Para a sistematização dos dados procedeu-se à cópia/download das conversas registradas em cada uma das ferramentas do Moodle utilizada, tomando-se como marcador temporal principal cada um dos quatro módulos que compuseram o processo de mentoria na Fase 1 e os primeiros meses da Fase 2.

O registro das narrativas escritas tanto pelas Ms quanto pelas PIs apresentam informações sobre diversos aspectos relacionados à atividade de ensinar das iniciantes, aos conteúdos, aos estudantes, além de descrições e análises sobre as situações vivenciadas, questionamentos, respostas, sugestões, lembretes, elogios etc. que retratam os temas e processos envolvidos nas conversas interativas. Para análise desses dados foram realizadas leituras cuidadosas do material produzido por cada díade em cada uma das ferramentas do Moodle, a fim de localizar trechos nos quais estavam claramente objetivadas as características das abordagens adotadas pelas Ms. Isto quer dizer que, após leituras recursivas envolvendo mais de uma pesquisadora, foram selecionados trechos ou pequenas “porções” das interlocuções representativas das características evidenciadas nas abordagens, incluindo os temas e modo pelos quais foram desenvolvidos na díade considerada. Esse material compõe linhas do tempo que representam as conversas de cada díade organizadas ao longo das diferentes etapas do PHM.

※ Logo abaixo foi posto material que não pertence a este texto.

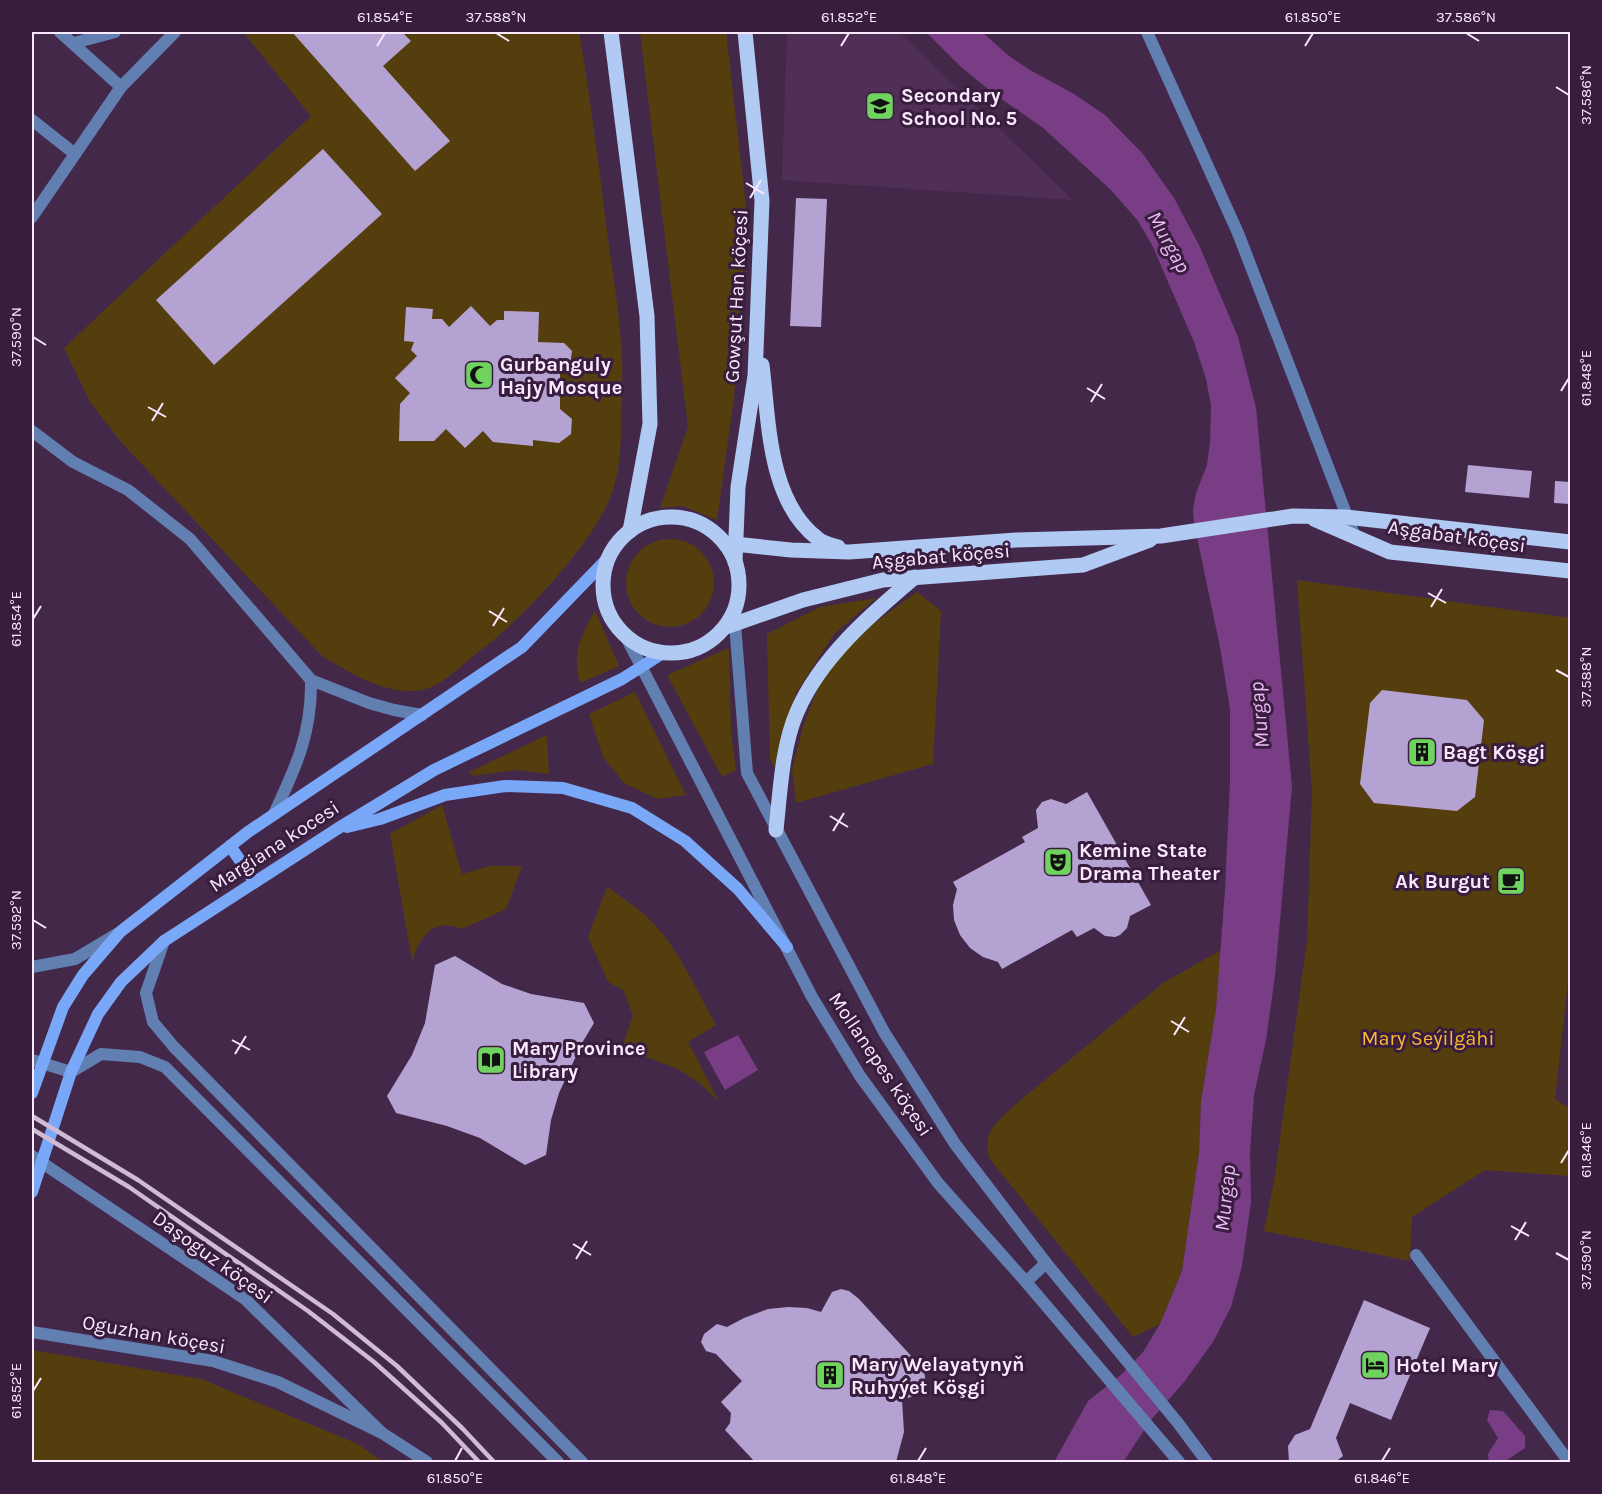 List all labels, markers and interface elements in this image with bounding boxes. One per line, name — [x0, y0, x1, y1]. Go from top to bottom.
text: 61.854°E — [357, 8, 413, 26]
text: 37.588°N — [466, 8, 526, 26]
text: 61.852°E — [821, 8, 877, 26]
text: 61.850°E — [1285, 8, 1341, 26]
text: 37.586°N — [1436, 8, 1496, 26]
text: 37.586°N — [1577, 65, 1595, 125]
place label: Secondary School No. 5 — [901, 84, 1017, 130]
school or university icon: Secondary School No. 5 — [864, 90, 896, 122]
water label: Murgap — [1142, 207, 1196, 277]
street label: Gowşut Han köçesi — [720, 209, 753, 383]
text: 37.590°N — [7, 307, 25, 367]
text: 61.848°E — [1577, 350, 1595, 406]
place label: Gurbanguly Hajy Mosque — [500, 353, 622, 399]
mosque icon: Gurbanguly Hajy Mosque — [463, 359, 495, 391]
street label: Aşgabat köçesi — [1387, 515, 1527, 558]
street label: Aşgabat köçesi — [871, 539, 1011, 574]
text: 61.854°E — [7, 591, 25, 647]
text: 37.588°N — [1577, 647, 1595, 707]
water label: Murgap — [1244, 681, 1274, 749]
building icon: Bagt Köşgi — [1406, 736, 1438, 768]
place label: Bagt Köşgi — [1443, 741, 1545, 764]
street label: Margiana kocesi — [205, 796, 344, 897]
place label: Kemine State Drama Theater — [1079, 839, 1220, 885]
theatre icon: Kemine State Drama Theater — [1042, 846, 1074, 878]
cafe icon: Ak Burgut — [1495, 865, 1527, 897]
place label: Ak Burgut — [1395, 870, 1490, 893]
text: 37.592°N — [7, 890, 25, 950]
street label: Mollanepes köçesi — [824, 988, 937, 1141]
park label: Mary Seýilgähi — [1362, 1027, 1494, 1050]
place label: Mary Province Library — [512, 1037, 646, 1083]
library icon: Mary Province Library — [475, 1044, 507, 1076]
text: 61.846°E — [1577, 1122, 1595, 1178]
water label: Murgap — [1210, 1164, 1240, 1232]
street label: Daşoguz köçesi — [148, 1206, 277, 1309]
text: 37.590°N — [1577, 1230, 1595, 1290]
street label: Oguzhan köçesi — [81, 1311, 227, 1358]
hotel icon: Hotel Mary — [1359, 1349, 1391, 1381]
place label: Mary Welayatynyň Ruhyýet Köşgi — [851, 1353, 1024, 1399]
place label: Hotel Mary — [1396, 1354, 1498, 1377]
building icon: Mary Welayatynyň Ruhyýet Köşgi — [814, 1359, 846, 1391]
text: 61.852°E — [7, 1363, 25, 1419]
text: 61.850°E — [427, 1469, 483, 1487]
text: 61.848°E — [890, 1469, 946, 1487]
text: 61.846°E — [1354, 1469, 1410, 1487]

Esse tipo de sistematização possibilita identificar nas conversas aspectos colocados em evidência, posicionamentos adotados pelas interlocutoras, curso da conversa, resultados e desdobramentos relacionados aos temas tratados etc. Destaca-se que o curso das conversas nem sempre é linear no sentido da continuidade de um mesmo assunto até o seu esgotamento, de seu início até o encerramento, uma vez que muitas vezes é entremeado pela introdução de novos assuntos por qualquer um dos interlocutores da díade.

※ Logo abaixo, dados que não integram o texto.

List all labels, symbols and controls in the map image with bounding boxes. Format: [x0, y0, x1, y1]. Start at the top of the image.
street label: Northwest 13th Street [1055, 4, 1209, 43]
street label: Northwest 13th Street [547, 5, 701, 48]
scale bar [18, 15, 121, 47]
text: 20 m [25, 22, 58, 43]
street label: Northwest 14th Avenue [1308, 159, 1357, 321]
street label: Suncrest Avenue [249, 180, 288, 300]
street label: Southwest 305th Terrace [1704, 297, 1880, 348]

A partir das linhas do tempo construídas foram evidenciadas características recorrentes que puderam configurar alguns temas tratados e abordagens adotadas na maneira pela qual as Ms se dirigiam às suas PIs e que serão apresentados no próximo subitem.

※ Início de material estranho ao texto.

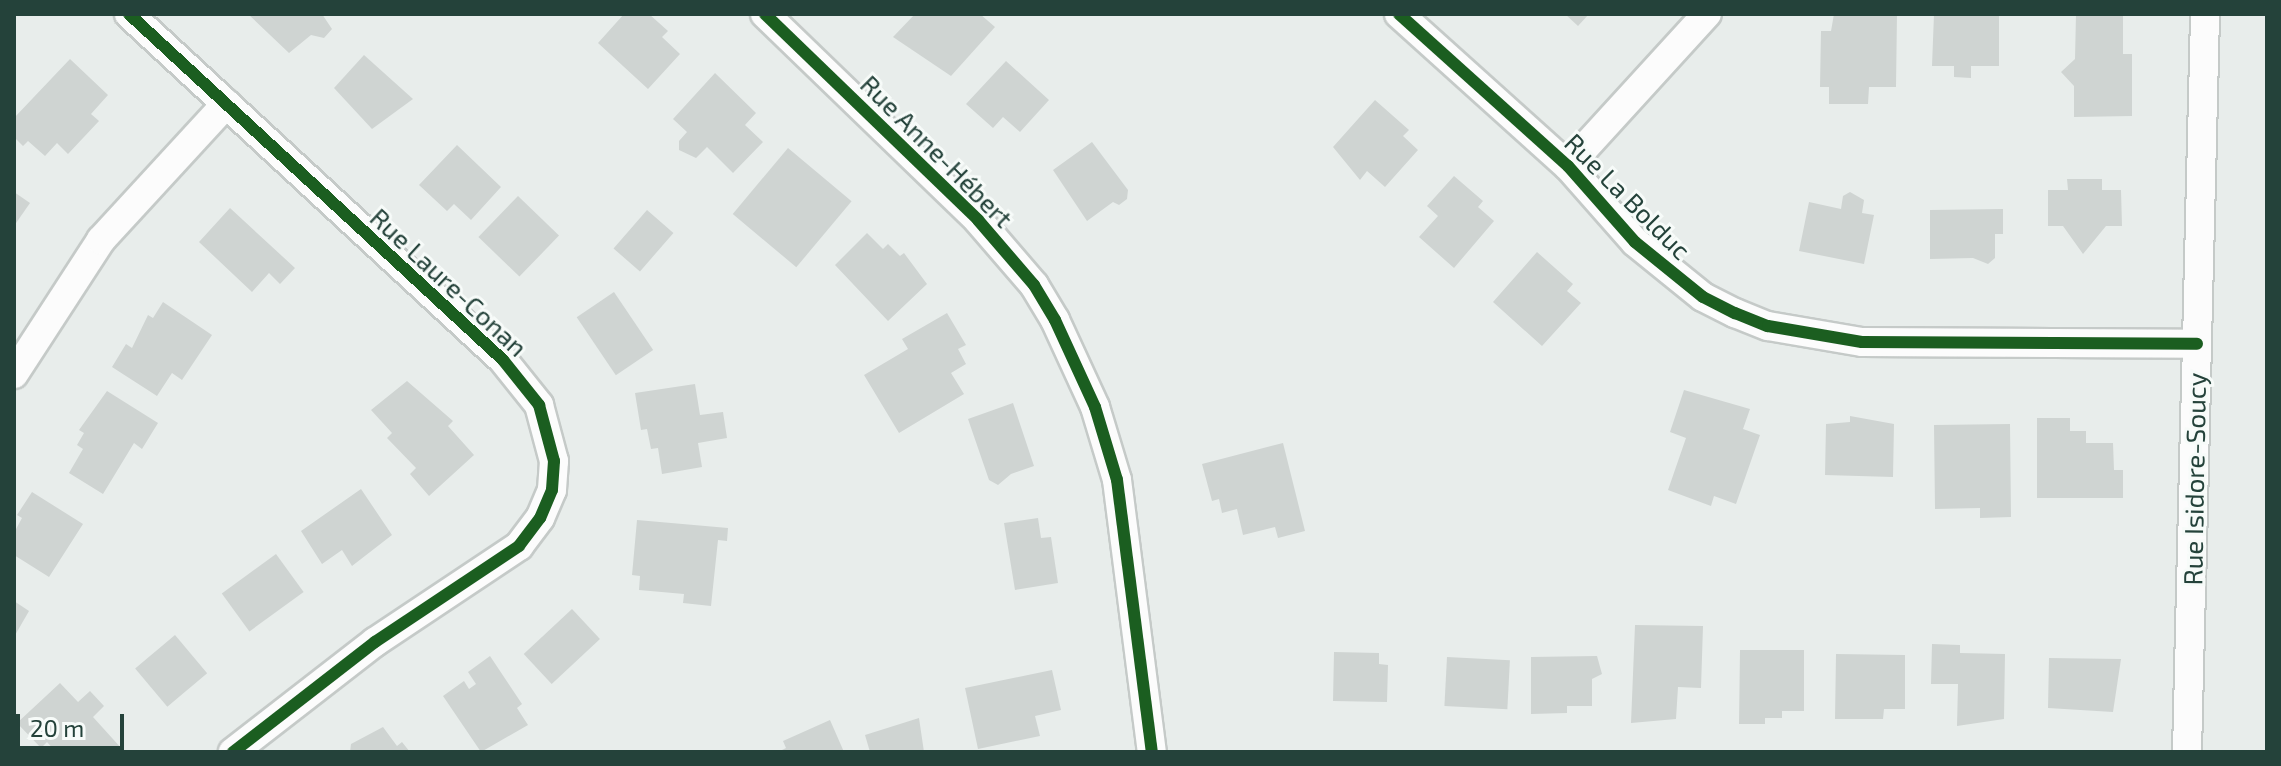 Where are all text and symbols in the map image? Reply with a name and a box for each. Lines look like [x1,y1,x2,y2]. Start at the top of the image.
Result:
street label: Rue Anne-Hébert [854,68,1020,234]
street label: Rue La Bolduc [1559,127,1697,265]
street label: Rue Laure-Conan [364,201,534,363]
street label: Rue Isidore-Soucy [2177,372,2211,586]
scale bar [20,698,128,748]
text: 20 m [30,713,84,742]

4 TEMAS TRATADOS E ABORDAGENS ADOTADAS PELAS MENTORAS

Na análise das interlocuções realizadas pelas três díades os temas mais tratados nessas duas fases foram relacionados, num primeiro momento, às características do PHM, sua organização e dinâmicas e acordos estabelecidos para a interlocução entre M-PI. Na sequência, foram discutidos alguns temas relacionados ao letramento digital. Nessas conversas iniciais, observou-se que as iniciantes expunham as expectativas de sua participação no programa. Por sua vez, as Ms explicitaram suas concepções sobre os processos sob a sua responsabilidade e, a partir da projeção das interações futuras, apontam as potencialidades do Programa para a aprendizagem e desenvolvimento profissional da docência das iniciantes. A seguir, alguns exemplos sobre esse tema podem ser evidenciados na díade M-PI EJA.

O acolhimento ao professor iniciante é fundamental para o seu desenvolvimento profissional, pois o início é um período de descobertas e intensas aprendizagens. (M-EJA; 01/03/18; Ferramenta: Tarefa).

Com esse programa espero expandir meus conhecimentos e estreitar as dúvidas quanto à maneira de agir nas diferentes circunstâncias encontradas na sala de aula, em pouco tempo pude ver que esses alunos têm muita vontade de aprender, porém têm muita dificuldade. Tenho certeza de que o contato com um professor experiente me ajudará a ver de outra forma o meio no qual estamos inseridos, bem como estar preparada para o que vem pela frente e dessa forma me tornar uma professora melhor (PI-EJA; 16/03/18; Ferramenta: Fórum).

As trajetórias escolares e profissionais prévias das PIs foi um outro tema tratado na Fase 1 em função do interesse das Ms em conhecer como tais processos ocorreram. Trata-se de assunto relevante para a atuação docente - em particular o seu início - uma vez que as experiências prévias como estudante e na escola ou como docente, iniciantes costumam marcar e influenciar a composição de crenças sobre ensinar, aprender, ser um docente profissional. Essas concepções podem ainda manter relação com as práticas pedagógicas das iniciantes ao servir como fundamentos a serem seguidos e o modo como determinadas situações profissionais são compreendidas (TARDIF et al, 1991). É possível observar um exemplo dessa temática na interlocução na díade M-PI AI.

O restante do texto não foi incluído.